The door opened and all three looked up. It was Elliot with a tray of fresh, sweet strawberries.

“We just picked them. And there’s crème fraîche.” He smiled at Isabelle Lacoste, managing to make it sound like lubricant. “From the nearby monastery.”

Even that sounded sexy.

They ate and stared at the lists. Finally, after scraping the last of the thick cream from the bowl, Beauvoir got up and walked again to their lists. He tapped one.

“Is this important?”

Who wrote the graffiti on the men’s room wall? Does it matter?

“Could be. Why?” asked Gamache.

“Well, at the end of my conversation with David Martin he said he thought he knew who did it.”

“We know,” said Lacoste. “Thomas Morrow.”

“No, Julia’s husband thinks Peter did it.”

Beauvoir and Lacoste spent the rest of the afternoon checking backgrounds and movements. Armand Gamache went in search of Madame Dubois, though it wasn’t a very long or difficult search. There she was, as always, in the middle of the reception hall at her shiny wooden desk looking as though it wasn’t eighty degrees in the shade.

He sat in the comfortable chair opposite. She removed her reading glasses and smiled at him.

“How may I help you, Chief Inspector?”

“I’ve been puzzling about something.”

“I know. Who killed our guest.”

“That too, but I’ve been wondering why you put the statue where you did.”

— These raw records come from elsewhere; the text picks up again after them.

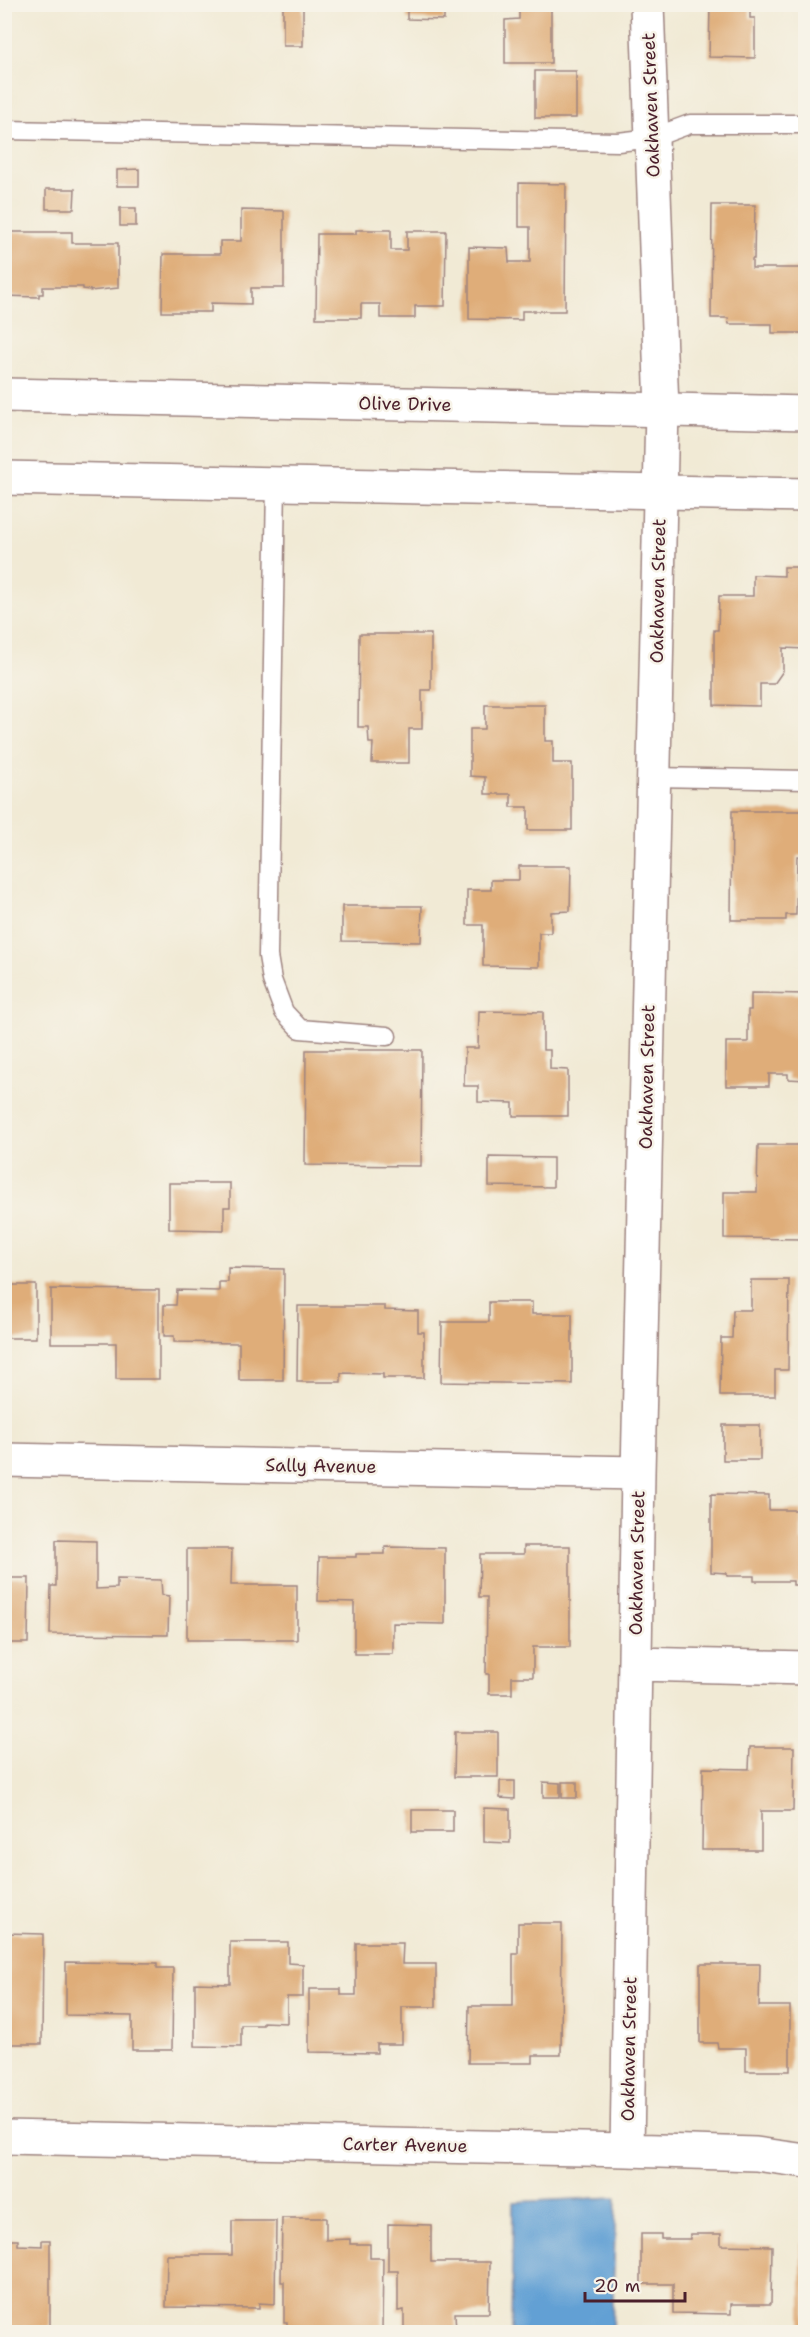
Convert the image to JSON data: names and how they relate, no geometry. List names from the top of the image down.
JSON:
{
  "streets": {
    "street": [
      "Oakhaven Street",
      "Olive Drive",
      "Sally Avenue",
      "Carter Avenue"
    ]
  },
  "crossings": [
    ["Oakhaven Street", "Olive Drive"],
    ["Oakhaven Street", "Sally Avenue"],
    ["Oakhaven Street", "Carter Avenue"]
  ],
  "scale_bar": "20 m"
}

“Ah, that is a very good question, and my answer will be riveting.” She smiled as she got up. “Suivez-moi,” she said, as though perhaps he wasn’t going to follow her. They walked along the wide plank flooring to the screen door which clacked closed behind them. They were out on the veranda, shaded from the worst of the sun, but still hot. As she waddled by the planters on the edge of the porch she spoke, Gamache bending low, anxious not to miss a riveting word.

“When Madame Finney first approached me about the statue I declined. This was shortly after Charles Morrow died. She was still Madame Morrow then, of course. They’d stayed here often and I knew them quite well.”

“What did you think of him?”

“He was a type I knew. I’d never have married him. Too wrapped up in work and society and right and wrong. Not morals, of course, but things like dessert forks and thank-you notes and proper clothing.”

“Forgive me, Madame Dubois, but all those things clearly matter to you, too.”

“They matter by choice, Chief Inspector. But if you showed up in a striped shirt and a polka-dotted tie I wouldn’t ask you to change. Monsieur Morrow would have. Or he’d have made certain you knew it was offensive. He was easily offended. He had a very keen idea of his place. And yours.” She smiled at him.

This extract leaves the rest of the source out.